Research
The Academic Center for Tutoring (ACT) regularly conducts theoretical and empirical research to improve tutoring for all clients and for unique client groups. This page includes information on current and past research related to the ACT.
Current Research
"Student Veterans' Academic Learning and Writing Experience"
Currently, the director of the Academic Center for Tutoring, Eliot Rendleman, is conducting a study on student army veterans, entitled "Student Veterans' Academic Learning and Writing Experience." The study has been approved by the Institutional Review Board (IRB) of Columbus State, IRB # 18-012 (pc 17-013). The purpose of the study is to investigate the learning and writing experience of student veterans to inform the development of effective tutor training and instructor training that specifically addresses or accommodates student veteran needs. The study replicates work in the discipline of writing studies, expanding the group type of participants.
To Participate in This Research
The principal investigator, Eliot Rendleman, is seeking participants for the study "Student Veterans' Academic Learning and Writing Experience." To participate and contribute to this important study, participants must meet the following criteria:
- The participant must have served as an enlisted, active duty service member in the US Army.
- The participant must have served an enlistment period of no less than four years.
- The participant's ETS should have been no earlier than January 1, 2008.
- The participant must be a currently enrolled undergraduate in or a recent graduate of (within the last year) CSU.
- The participant must have taken an undergraduate composition course.
If you meet the above criteria, please read the Informed Consent of the study to discover the details of your participation. The only risk is your level of comfort with the questions. Questions generally ask what you did in the military, what your learning and writing experience was before and during the military, and what your academic experience is like now at CSU. The results of this study should help teachers and tutors better serve you and your fellow soldiers.
Link to participant Sign-up Form for "Student Veterans' Academic Learning and Writing Experience"
Past Research
The following chapter and article developed out of work in the University Writing Center at Columbus State University, which is now a part of the larger tutorial services unit, the Academic Center for Tutoring.
"The Dynamics of Collaboration and Hierarchy: Developing, Assessing, and Revising a First-Year Composition—Writing Center Partnership"
Rendleman, Eliot, and Judith Livingston. "The Dynamics of Collaboration and Hierarchy: Developing, Assessing, and Revising a First-Year Composition—Writing Center Partnership." Writing Program and Writing Center Collaborations: Transcending Boundaries, edited by Alice J. Myatt and Lyneé Lewis Gaillet. Macmillan, 2017, pp. 67-94. ISBN: 978-1-137-59931-5, doi: 10.1057/978-1-137-59932-2, URL: www.palgrave.com/us/book/9781137599315. Accessed 25 Oct. 2016.
Abstract: Collaboration represents one of the catchphrases of composition studies. Compositionists promote collaboration among their students, and they expect it among their faculty and program administrators.

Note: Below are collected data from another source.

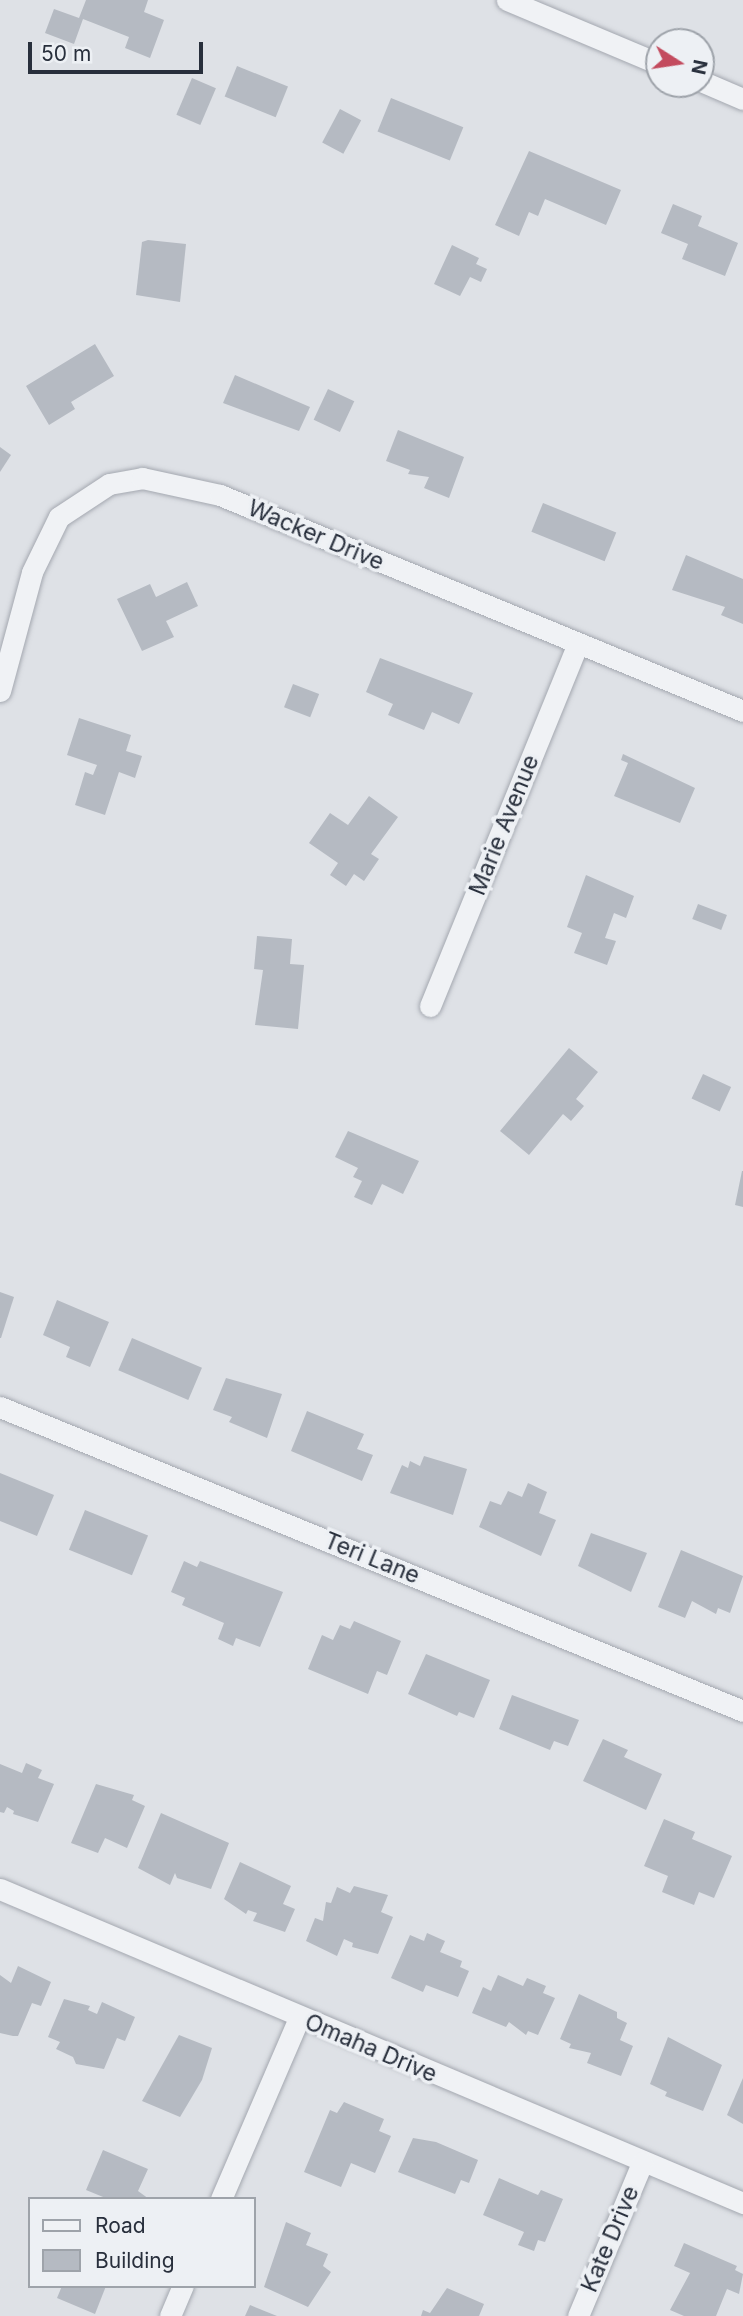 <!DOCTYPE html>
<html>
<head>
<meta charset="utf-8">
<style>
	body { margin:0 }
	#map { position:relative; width:743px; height:2316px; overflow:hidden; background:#dee1e6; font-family:Inter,sans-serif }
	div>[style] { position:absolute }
	.building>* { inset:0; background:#b5bac2; transform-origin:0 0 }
	.roads { filter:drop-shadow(0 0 2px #a4a8b0) drop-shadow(0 0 2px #a4a8b0) }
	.minor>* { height:21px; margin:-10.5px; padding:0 10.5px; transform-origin:10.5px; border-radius:10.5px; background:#f0f2f5 }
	span { translate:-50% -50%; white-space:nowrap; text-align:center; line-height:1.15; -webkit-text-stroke:7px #edf0f4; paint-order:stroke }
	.street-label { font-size:23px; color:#282f3c }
	.legend { position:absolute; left:28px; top:2197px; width:228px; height:91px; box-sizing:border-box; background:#edf0f4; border:2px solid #9ea3aa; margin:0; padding:9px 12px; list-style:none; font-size:21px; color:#282f3c }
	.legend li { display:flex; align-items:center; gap:14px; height:35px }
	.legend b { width:35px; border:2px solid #9ea3aa }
	.north { position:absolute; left:645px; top:28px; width:70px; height:70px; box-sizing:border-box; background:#edf0f4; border:2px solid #9ea3aa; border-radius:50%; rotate:102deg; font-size:19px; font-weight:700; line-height:28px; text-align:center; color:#282f3c }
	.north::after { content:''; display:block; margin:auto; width:24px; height:32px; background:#c34b5e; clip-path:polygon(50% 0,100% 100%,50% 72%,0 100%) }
	.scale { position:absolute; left:28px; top:42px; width:175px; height:32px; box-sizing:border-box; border:4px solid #282f3c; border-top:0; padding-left:9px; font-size:21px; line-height:24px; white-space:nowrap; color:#282f3c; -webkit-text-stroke:5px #edf0f4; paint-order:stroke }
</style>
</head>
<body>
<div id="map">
	<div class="building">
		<div style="clip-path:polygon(86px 0,148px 0,144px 12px,164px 20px,150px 58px,125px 48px,129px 37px,83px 19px,74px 44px,45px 33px,54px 9px,79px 18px)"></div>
		<div style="left:237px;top:66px;width:55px;height:33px;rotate:22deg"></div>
		<div style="left:192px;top:78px;width:26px;height:40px;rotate:23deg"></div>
		<div style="left:391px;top:98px;width:78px;height:36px;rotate:22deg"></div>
		<div style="left:340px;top:109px;width:24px;height:38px;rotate:28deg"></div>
		<div style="clip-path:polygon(529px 151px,621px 190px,606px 225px,545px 199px,538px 216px,529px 212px,519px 236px,495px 225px)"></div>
		<div style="clip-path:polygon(673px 204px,702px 216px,698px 226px,738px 243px,725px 276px,682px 259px,688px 244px,661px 233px)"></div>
		<div style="clip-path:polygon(148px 240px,186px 244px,180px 302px,136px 295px,142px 242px)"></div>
		<div style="clip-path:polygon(452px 245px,479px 258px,476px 264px,487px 269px,481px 282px,470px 277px,460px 296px,434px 284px)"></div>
		<div style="clip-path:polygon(95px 344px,114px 376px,71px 402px,75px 409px,49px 425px,26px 386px)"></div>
		<div style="clip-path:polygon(235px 375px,310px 407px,299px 431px,223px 403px)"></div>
		<div style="left:328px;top:389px;width:29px;height:34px;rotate:25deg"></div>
		<div style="clip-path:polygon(398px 430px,464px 457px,449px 498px,424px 488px,429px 477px,408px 474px,410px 470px,386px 461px)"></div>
		<div style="clip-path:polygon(0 447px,11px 455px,0 472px)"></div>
		<div style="left:543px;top:503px;width:79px;height:31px;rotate:22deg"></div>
		<div style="clip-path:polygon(686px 555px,743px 579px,743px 624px,721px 615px,725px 607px,672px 590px)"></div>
		<div style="clip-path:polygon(187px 582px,198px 606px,166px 621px,174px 637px,142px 651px,117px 599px,150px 584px,156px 597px)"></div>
		<div style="clip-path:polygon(380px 658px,473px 693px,459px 724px,432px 712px,424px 730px,388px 715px,393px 704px,366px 692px)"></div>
		<div style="left:293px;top:684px;width:28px;height:25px;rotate:21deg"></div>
		<div style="clip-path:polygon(79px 718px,131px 735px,126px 751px,142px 756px,135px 778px,119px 772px,105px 815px,75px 805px,85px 772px,93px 775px,97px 765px,67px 755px)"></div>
		<div style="clip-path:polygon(623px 754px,695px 788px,680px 823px,614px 796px,628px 763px,621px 760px)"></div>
		<div style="clip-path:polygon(369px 796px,398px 817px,371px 854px,379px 859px,364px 881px,354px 874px,346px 886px,330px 875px,338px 863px,309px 843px,330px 813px,348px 825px)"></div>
		<div style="clip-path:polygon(586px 875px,634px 896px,626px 918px,614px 913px,605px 938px,616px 941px,607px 965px,574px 953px,582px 933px,567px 927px)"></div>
		<div style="left:698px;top:904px;width:31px;height:16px;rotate:21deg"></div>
		<div style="clip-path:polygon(257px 936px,292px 939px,290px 964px,304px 965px,298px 1029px,255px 1025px,263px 970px,254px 969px)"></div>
		<div style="clip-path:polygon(569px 1048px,598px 1072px,576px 1099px,584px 1106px,571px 1121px,563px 1114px,529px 1155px,500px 1131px)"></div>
		<div style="left:703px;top:1074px;width:31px;height:27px;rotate:25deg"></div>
		<div style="clip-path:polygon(348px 1131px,419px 1161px,403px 1194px,382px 1184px,372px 1205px,354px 1197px,362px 1181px,353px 1177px,358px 1168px,335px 1157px)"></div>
		<div style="clip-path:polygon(742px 1171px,743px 1171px,743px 1207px,735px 1205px)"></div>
		<div style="clip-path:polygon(0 1292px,14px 1297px,1px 1338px,0 1338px)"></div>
		<div style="clip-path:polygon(57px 1300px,109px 1322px,90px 1367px,66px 1357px,70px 1347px,43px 1335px)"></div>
		<div style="left:132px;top:1338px;width:76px;height:35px;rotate:23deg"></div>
		<div style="clip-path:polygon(226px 1378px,282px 1394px,267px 1438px,229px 1422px,232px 1417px,213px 1410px)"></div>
		<div style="clip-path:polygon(307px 1411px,364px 1434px,357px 1449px,373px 1455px,362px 1481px,291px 1451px)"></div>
		<div style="clip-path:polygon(424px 1456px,467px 1469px,453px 1515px,390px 1493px,402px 1465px,408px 1468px,410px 1461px,420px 1466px)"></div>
		<div style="clip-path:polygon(0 1473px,54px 1495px,37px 1536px,0 1521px)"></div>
		<div style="clip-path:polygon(528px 1483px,547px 1492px,539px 1513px,556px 1520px,541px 1556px,479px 1527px,490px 1501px,501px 1505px,508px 1491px,522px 1497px)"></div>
		<div style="left:85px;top:1510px;width:68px;height:43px;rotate:22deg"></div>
		<div style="clip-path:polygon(591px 1533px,647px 1553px,631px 1592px,578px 1566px)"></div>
		<div style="clip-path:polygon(681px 1550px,743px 1576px,730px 1613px,718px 1608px,716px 1614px,692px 1601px,685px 1618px,658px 1607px)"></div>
		<div style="clip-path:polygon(184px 1561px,197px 1567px,200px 1561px,283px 1592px,260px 1647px,236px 1638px,233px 1646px,218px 1639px,224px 1623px,182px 1605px,185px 1598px,171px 1592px)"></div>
		<div style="clip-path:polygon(354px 1621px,401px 1641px,387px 1675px,377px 1671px,368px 1694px,308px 1669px,322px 1635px,333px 1640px,340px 1625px,350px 1629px)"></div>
		<div style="clip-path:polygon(426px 1654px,490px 1680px,474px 1718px,459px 1712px,457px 1716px,408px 1694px)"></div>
		<div style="clip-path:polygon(512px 1695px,579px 1720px,568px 1746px,554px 1741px,550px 1750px,499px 1729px)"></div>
		<div style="clip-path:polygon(603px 1739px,628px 1750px,624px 1757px,662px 1774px,646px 1810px,583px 1781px)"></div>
		<div style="clip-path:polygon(26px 1763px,42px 1770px,38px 1778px,54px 1784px,38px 1822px,13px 1814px,14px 1811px,7px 1807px,4px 1813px,0 1812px,0 1764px,22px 1773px)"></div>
		<div style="clip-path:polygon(96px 1784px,134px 1795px,132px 1800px,145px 1806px,127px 1848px,105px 1838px,98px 1853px,71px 1843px)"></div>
		<div style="clip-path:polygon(161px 1813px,229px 1843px,211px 1889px,177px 1878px,175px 1873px,170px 1885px,138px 1868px)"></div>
		<div style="clip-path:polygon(664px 1819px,695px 1832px,692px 1839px,732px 1856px,714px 1898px,699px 1892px,694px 1905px,662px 1892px,668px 1876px,644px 1866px)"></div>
		<div style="clip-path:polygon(240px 1862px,291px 1886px,283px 1904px,295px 1909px,285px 1932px,253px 1921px,257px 1913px,248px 1910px,246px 1914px,224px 1899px)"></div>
		<div style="clip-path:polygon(354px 1886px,388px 1895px,381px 1912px,393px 1917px,378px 1954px,352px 1947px,353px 1943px,344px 1939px,337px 1956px,306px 1941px,315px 1918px,323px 1921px,326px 1902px,331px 1903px,337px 1887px,350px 1893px)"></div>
		<div style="clip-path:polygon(427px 1933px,445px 1941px,440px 1952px,462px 1961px,460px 1967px,469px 1971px,458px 1997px,426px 1985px,423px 1992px,391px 1978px,410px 1935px,424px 1941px)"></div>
		<div style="clip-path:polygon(18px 1966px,51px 1982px,41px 2006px,32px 2003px,18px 2036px,13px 2036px,0 2033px,0 1975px,11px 1983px)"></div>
		<div style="clip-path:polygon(498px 1975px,523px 1986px,527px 1978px,546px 1986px,543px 1993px,555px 1998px,538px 2035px,528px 2031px,526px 2035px,509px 2022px,506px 2027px,472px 2013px,483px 1987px,491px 1991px)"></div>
		<div style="clip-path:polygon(579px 1994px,617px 2012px,617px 2018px,627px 2023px,620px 2040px,633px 2046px,621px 2076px,587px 2063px,591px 2053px,569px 2048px,571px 2044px,560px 2039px)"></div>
		<div style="clip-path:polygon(64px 1999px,90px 2006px,88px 2010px,97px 2014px,102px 2002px,135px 2017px,125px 2041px,117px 2038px,104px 2069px,76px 2064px,73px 2057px,56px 2049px,60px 2042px,48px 2037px)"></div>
		<div style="clip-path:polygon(179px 2035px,212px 2048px,202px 2080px,180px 2117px,142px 2101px)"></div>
		<div style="clip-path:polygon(668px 2037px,722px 2065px,703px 2111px,665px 2096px,667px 2092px,650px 2084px)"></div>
		<div style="clip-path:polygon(743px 2078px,743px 2124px,727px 2115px)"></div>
		<div style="clip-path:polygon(344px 2102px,384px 2119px,379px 2131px,391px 2136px,375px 2173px,351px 2163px,341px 2187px,304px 2172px,330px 2110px,337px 2113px)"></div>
		<div style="clip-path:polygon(413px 2138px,436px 2142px,478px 2160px,469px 2183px,461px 2180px,455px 2194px,398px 2172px)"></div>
		<div style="clip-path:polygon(103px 2150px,148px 2169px,138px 2191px,149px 2199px,108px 2199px,86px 2190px)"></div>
		<div style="clip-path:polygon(499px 2178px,538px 2195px,541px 2190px,563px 2199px,545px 2242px,538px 2240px,534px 2251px,518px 2245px,524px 2232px,483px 2215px)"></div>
		<div style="clip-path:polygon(286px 2222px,311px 2233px,306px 2245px,328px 2254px,323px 2266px,331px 2272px,308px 2307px,264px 2287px)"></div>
		<div style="clip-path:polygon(684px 2243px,737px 2266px,735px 2270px,743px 2274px,739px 2294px,727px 2289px,716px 2316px,684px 2316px,670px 2310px,690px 2273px,674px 2266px)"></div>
		<div style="clip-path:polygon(62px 2286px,106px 2286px,95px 2314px,57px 2298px)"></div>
		<div style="clip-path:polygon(447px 2288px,484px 2304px,479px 2316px,421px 2316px,423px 2310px,430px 2313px)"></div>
		<div style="clip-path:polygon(250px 2305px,277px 2316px,245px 2316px)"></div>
	</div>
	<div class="roads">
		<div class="minor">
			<div style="left:507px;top:0;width:165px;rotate:22.8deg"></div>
			<div style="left:701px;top:81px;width:46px;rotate:23.2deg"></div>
			<div style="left:0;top:691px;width:123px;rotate:-74.9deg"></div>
			<div style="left:32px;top:572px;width:61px;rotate:-63.9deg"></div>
			<div style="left:59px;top:517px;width:60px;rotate:-33.4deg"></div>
			<div style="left:109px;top:484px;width:34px;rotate:-10deg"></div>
			<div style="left:142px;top:478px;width:80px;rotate:12.3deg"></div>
			<div style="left:220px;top:495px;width:566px;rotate:22.44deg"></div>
			<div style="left:430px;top:1006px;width:391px;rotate:-67.8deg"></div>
			<div style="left:0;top:1407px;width:803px;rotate:22.25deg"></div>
			<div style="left:0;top:1889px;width:807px;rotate:22.91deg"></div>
			<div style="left:221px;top:2199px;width:197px;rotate:-66.7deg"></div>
			<div style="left:170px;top:2316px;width:33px;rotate:-67deg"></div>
			<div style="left:578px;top:2316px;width:166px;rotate:-67.3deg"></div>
		</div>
	</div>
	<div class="street-label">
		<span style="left:316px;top:535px;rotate:23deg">Wacker Drive</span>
		<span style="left:504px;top:825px;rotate:-68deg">Marie Avenue</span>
		<span style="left:372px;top:1558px;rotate:22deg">Teri Lane</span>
		<span style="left:371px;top:2048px;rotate:23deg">Omaha Drive</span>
		<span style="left:610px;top:2239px;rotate:-67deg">Kate Drive</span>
	</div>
	<ul class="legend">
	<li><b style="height:9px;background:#f0f2f5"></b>Road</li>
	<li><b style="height:19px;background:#b5bac2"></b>Building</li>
	</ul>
	<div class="north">N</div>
	<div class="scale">50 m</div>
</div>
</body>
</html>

But collaboration inevitably involves risk and the very real possibility of failure. In this chapter, the authors interrogate best practices of collaboration to help readers better develop, assess, and sustain their own successful partnerships. Synthesizing the elements and processes of successful collaborations from existing WPA scholarship, the authors present two administrative models that account for shifting circumstances and fluctuating power dynamics related to postsecondary writing programs. These models offer readers workable frameworks to view the dynamic relationships between elements and processes of collaboration and within collaborative hierarchies and to nurture the sustainability of their partnerships.
"Lexicography: Self-Analysis and Defining the Keywords of Our Missions"
"Lexicography: Self-Analysis and Defining the Keywords of Our Missions." The Writing Lab Newsletter, vol. 37, no. 1-2, 2012, pp. 1-5. Reprinted in The Best of the Independent Rhetoric and Composition Journals 2013, edited by Steve Parks, Morris Young, and Elisabeth Miller. Parlor Press, 2015.
Abstract: This article encourages colleagues to reflect formally on most, if not all, of the key terms found in their own mission statements, online descriptions, assessments, training material, marketing documents, and, even, boilerplate speeches. The article also shares a method for such a reflection, and offers a narrative that illustrates the study of the open compound word "independent writer." In the conclusion, the author shares how this type of reflection can be used for consultant training.